Lo tsunami Brexit che ha travolto l'Europa, dunque, sta delineando scenari quasi apocalittici per il Regno Unito: dalla Scozia che è pronta a lanciare un referendum per separarsi dal Regno Unito, all'Irlanda del Nord che non ha nessuna intenzione di uscire dall'Unione, al pugno di ferro che sta adottando l'Ue con il Parlamento inglese e che lascia presagire future trattative non proprio rosee per gli inglesi, all'effettivo rischio di recessione per Londra con forte impatto anche sul Pil dell'Ue. Tuttavia, la possibilità che il Regno Unito non esca dall'Unione esiste. "Il referendum ha un grande valore politico, ma un valore giuridico meramente consuntivo e questo significa che esso non determina l'uscita effettiva del Paese dall'Ue. La situazione non si è ancora assestata - afferma Lombardo - Nell'ipotesi più estrema, ad esempio, se dovessero essere indette nuove elezioni politiche nei prossimi mesi, potrebbe concretizzarsi la possibilità di una nuova maggioranza no Brexit. E allora il nuovo parlamento eletto dopo il referendum sarebbe sempre obbligato ad adeguarsi al risultato di quest'ultimo? Oppure alla luce di quanto sta accadendo e accadrà nei prossimi mesi, emergerà la possibilità di ripeterlo, come è accaduto in passato per altri paesi europei?". Uno scenario non propriamente da escludere se si considerano le recenti dimissioni del primo ministro Cameron e dello stesso leader del UK Indipendent Party Farage, per non parlare della situazione del partito laburista che, di fatto, ha perso 12 ministri ombra su 30 nel giro di 2 giorni.

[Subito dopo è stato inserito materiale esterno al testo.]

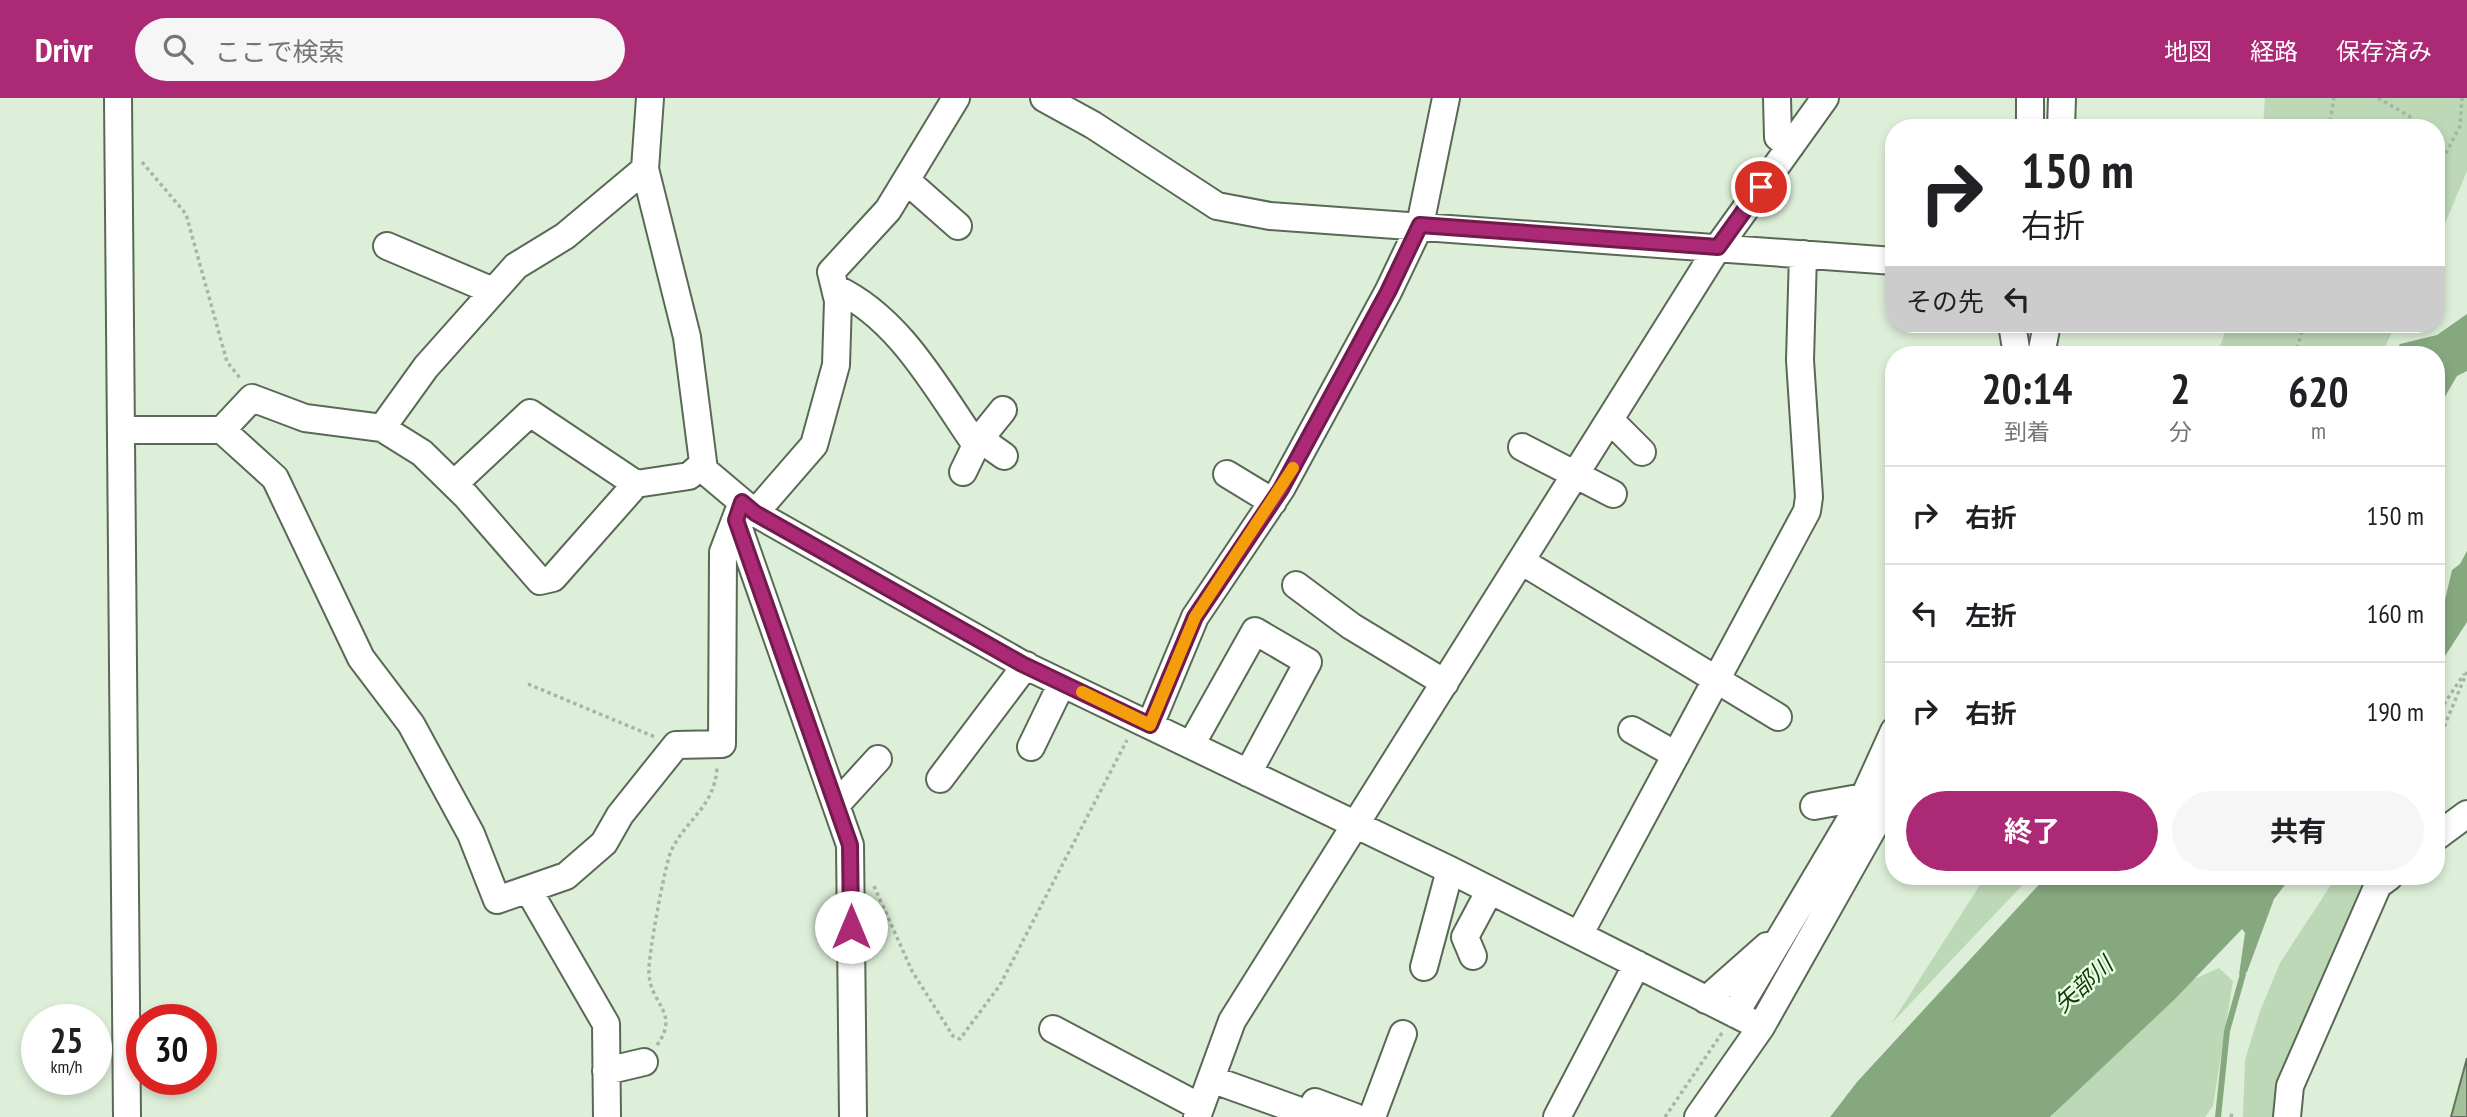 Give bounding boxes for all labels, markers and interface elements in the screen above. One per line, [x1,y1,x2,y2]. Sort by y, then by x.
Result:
search box [135,18,625,81]
text: Drivr [35,28,93,71]
icon: search [159,30,197,68]
text: ここで検索 [215,35,345,68]
text: 地図 [2164,36,2212,67]
text: 経路 [2250,36,2298,67]
text: 保存済み [2336,36,2432,67]
text: 150 m [2021,138,2134,202]
icon: right [1906,147,1997,238]
pin [1731,157,1791,217]
icon: arrive [1742,168,1780,206]
text: 右折 [2021,204,2085,246]
icon: left [1998,280,2036,318]
text: その先 [1906,285,1984,318]
text: 20:14 [1981,361,2072,416]
text: 2 [2170,361,2190,416]
text: 620 [2288,364,2349,419]
text: m [2311,416,2326,445]
text: 到着 [2004,417,2050,446]
text: 分 [2169,417,2192,446]
icon: right [1906,496,1944,534]
text: 150 m [2366,499,2424,532]
text: 右折 [1965,501,2017,534]
icon: left [1906,594,1944,632]
text: 160 m [2366,597,2424,630]
text: 左折 [1965,599,2017,632]
icon: right [1906,692,1944,730]
text: 190 m [2366,695,2424,728]
text: 右折 [1965,697,2017,730]
button: 終了 [1906,791,2158,871]
button: 共有 [2172,791,2424,871]
position arrow [814,890,888,964]
water label: 矢部川 [2048,948,2121,1018]
speed limit sign: 30 [126,1004,217,1095]
text: 25 [50,1017,83,1063]
text: km/h [51,1055,82,1078] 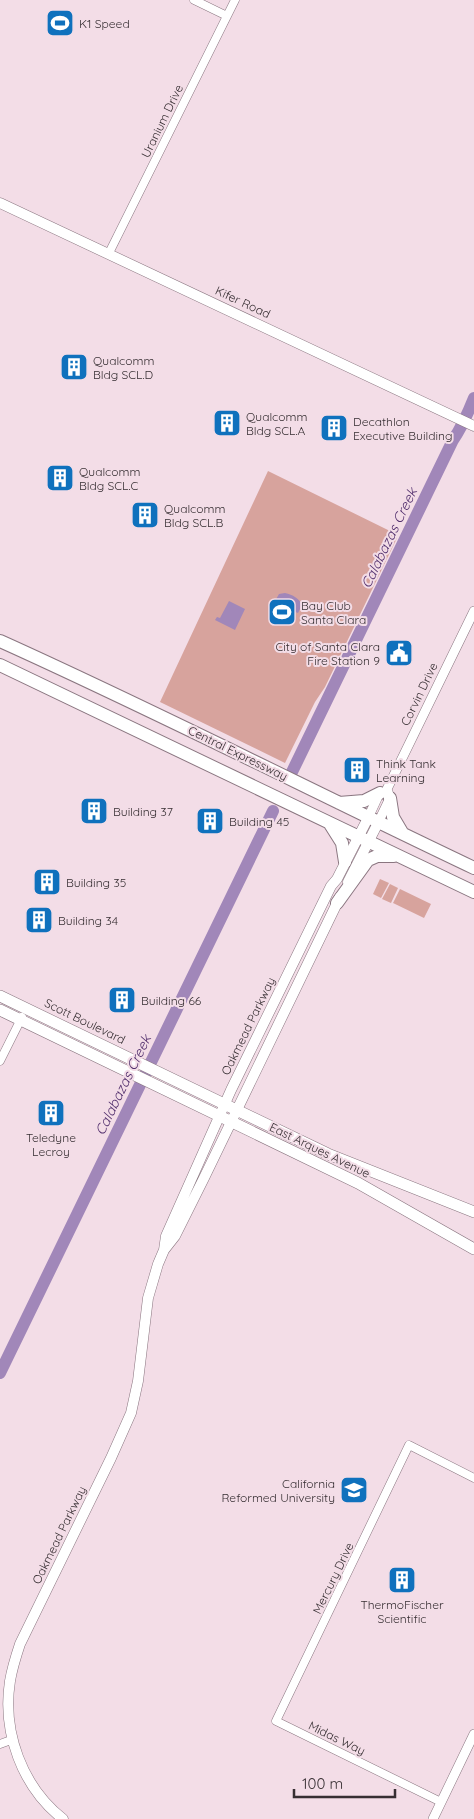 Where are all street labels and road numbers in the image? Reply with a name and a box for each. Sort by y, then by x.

In caso contrario, l'esperto sconsiglia di fare affari con l'Oltremanica: "Oggi se fossi un investitore starei molto attento ad impegnarmi nel Regno Unito, principalmente per due motivi: il primo è il clima di instabilità, che è nemica dell'investimento per eccellenza (come peraltro noi italiani sappiamo bene), il secondo è che Londra ha un mercato interessante per ragioni strategiche che potrebbero tra breve venire meno. Fare commercio con il Regno Unito potrebbe diventare molto più complicato e costoso. Già un minuto dopo il referendum il mercato inglese è di fatto diventato meno appetibile. Se dovessi aprire un'attività in Gran Bretagna, mi muoverei con la massima prudenza perché non so con che tipo di norme avrò a che fare di qui a un paio d'anni". In generale, chi pensa che l'uscita della Gran Bretagna non avrà ripercussioni negative sull'Eurozone si sbaglia e ulteriori conferme arrivano dalla Standard & Poor's: "Lo shock della Brexit sarà concentrato sul Regno Unito, ma avrà importanti ramificazioni nel resto dell'Europa". In particolare, secondo le previsioni dell'agenzia di rating, l'effetto negativo sul Pil britannico dovrebbe essere dell'1,2% nel 2017 e dell'1% nel 2018, ma impatterà anche sulla crescita dell'Ue per lo 0,8% nel 2017 e 2018.